Page 7 of Devil in the Dark


Font Size:  

It's the kind of place you feel comfortable and right to curl up on the couch, beneath a soft blanket. Maybe, you even feel safe eating buttered popcorn on the couch, not worried about staining priceless fabric with buttery fingers, because his couch is a couch made for movie nights.

I’ve never had a movie night in any house I’ve lived. My movies are watched on my tablet in my bed sans popcorn, because as much money as I may have been raised with, Remira had always been firmly against televisions in the bedroom. Food in the bedroom was also a no-go. Something like buttery popcorn, that could add to my already generous ass, was strictly forbidden.

Cole probably doesn’t need a TV in his room—not with a couch like this. The kind you can really sink into. And his coffee table, a rustic blonde wood, is dented and scuffed. I think—I think he might put his feet on the table when he lounges back on that couch.

I don’t know why, but of all the things in his home, it’s his coffee table I love most. The scuffs and life in it.

I bite my lip, the pain cooling the hot sting of tears I refuse to let fall.

This house, Cole’s house, is the kind of place where love is made. Both the love between a family and the love between a man and a woman.

I've always fantasized about that love. I've always wondered—does it even exist? Like, really? Is it something that normal people have? Because I've never seen it. Not ever. Not from anybody in my life.

In my life, people are like sharks. They scent blood, and they devour. Weakness is a game they all love to play. It's a wound that they poke, and prod.

Love, real love—now, that's the biggest weakness of all. It’s also not a weakness I imagine many can afford.

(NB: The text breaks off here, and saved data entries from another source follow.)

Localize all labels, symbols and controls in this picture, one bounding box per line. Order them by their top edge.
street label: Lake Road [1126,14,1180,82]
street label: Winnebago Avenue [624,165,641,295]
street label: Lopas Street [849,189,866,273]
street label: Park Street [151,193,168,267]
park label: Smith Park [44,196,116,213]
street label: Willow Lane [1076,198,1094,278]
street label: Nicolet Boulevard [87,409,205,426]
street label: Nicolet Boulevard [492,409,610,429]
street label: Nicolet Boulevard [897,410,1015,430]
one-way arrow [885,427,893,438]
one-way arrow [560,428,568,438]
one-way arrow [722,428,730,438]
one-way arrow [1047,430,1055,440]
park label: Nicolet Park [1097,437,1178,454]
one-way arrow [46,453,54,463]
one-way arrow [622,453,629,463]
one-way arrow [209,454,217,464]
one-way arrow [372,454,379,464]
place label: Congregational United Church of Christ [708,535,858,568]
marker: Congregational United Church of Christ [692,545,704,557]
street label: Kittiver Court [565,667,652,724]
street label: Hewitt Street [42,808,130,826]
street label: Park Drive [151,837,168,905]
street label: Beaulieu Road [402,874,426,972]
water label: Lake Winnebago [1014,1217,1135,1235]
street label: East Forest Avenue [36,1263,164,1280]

So, it's best I squash the love I thought I had for him here and now. Before things spiral really out of hand.

Besides, I'm a big girl. I don't need to be stroked with pretty words, and I most definitely don't need a man to love me, in order to crush everyone who hurt me. And I will crush them all for every whip I endured. For every slap. For every mean, cutting, abusive slash of the tongue. I will destroy them.

I just have to wait a year. In a year, I'll have the power I need at my back to take over what is rightfully mine. That's if my father doesn't destroy it first.

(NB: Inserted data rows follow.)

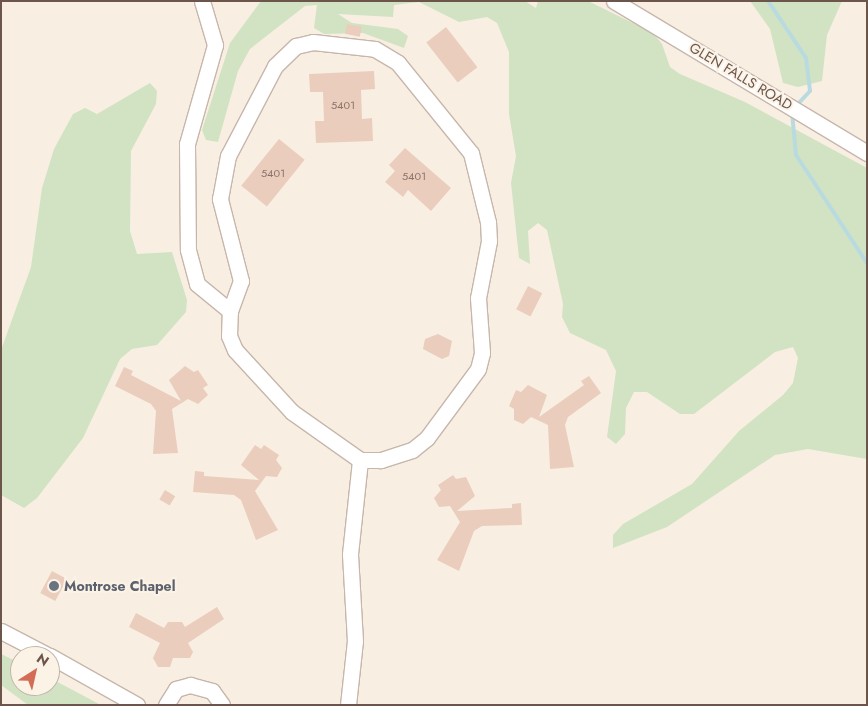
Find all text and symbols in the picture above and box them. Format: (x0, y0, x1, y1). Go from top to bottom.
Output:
street label: GLEN FALLS ROAD (687, 39, 795, 113)
house number: 5401 (331, 98, 355, 112)
house number: 5401 (261, 166, 285, 180)
house number: 5401 (402, 169, 426, 183)
place label: Montrose Chapel (64, 578, 175, 594)
marker: Montrose Chapel (48, 580, 60, 592)
north arrow (10, 646, 60, 696)
text: N (33, 648, 53, 671)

And my whole plan hinges on this asshat working with me.

For that reason alone, it's a damn good thing I have the one thing he wants. The sole ticket to destroying his own awful family.

I paste my plastic smile on my face. “You have a nice house.”

A brow raises. “You think?”

“It's cute.”

He makes a noise in the back of his throat. It sounds unimpressed. “Yeah, cute.”

I twist to meet his eyes. Like always, I feel them deep inside. It's like they have talons, and when they land on me, they cut in deep, leaving little spurs that burrow behind.

I wish they wouldn't.

I look away. “I don't know why you're saying it like that. Like you think I'm not being genuine. It's a nice place, Cole.”

“I've already told you. It’s Tav,” he grumps in a way that almost makes me smile, because I’m pretty sure it’s exasperation I hear in his voice.

I shake my head. “Not to me. You'll always be Cole to me.”

He drags his hand over his short hair, gives one sharp shake of his head and mutters, “Whatever.” My heart squeezes. It’s painful, and awful, and I ignore it. “What do you want, Olympia?”

It takes very real effort not to flinch when he says my name like that. Like he hates me as much as he hates them.

But how could he?

I was a child when he left. I was a child who looked up to him, who—God—he had to know I had feelings for him even then. Even innocent little girl feelings. He had to know.

In my mind, I can see the way I blushed whenever he was around. I can still hear Ophelia’s scathing words, telling me to leave him alone, to stay away. That he thought I was ridiculous. A child. Annoying. Pitiful. Even though her words had seared me like hot iron, I’d never been able to keep myself hidden away whenever he would come to visit. Even as Ophelia glared at me from over his shoulder, I’d always come out of my room when Cole showed up, hoping for scraps of his attention.

I hate those memories now; how desperate I’d been. How lonely. How my sister, who always hated me, hurt me with her words. How those words still hurt today.

How they throw me back to that young, pitiful girl. That child.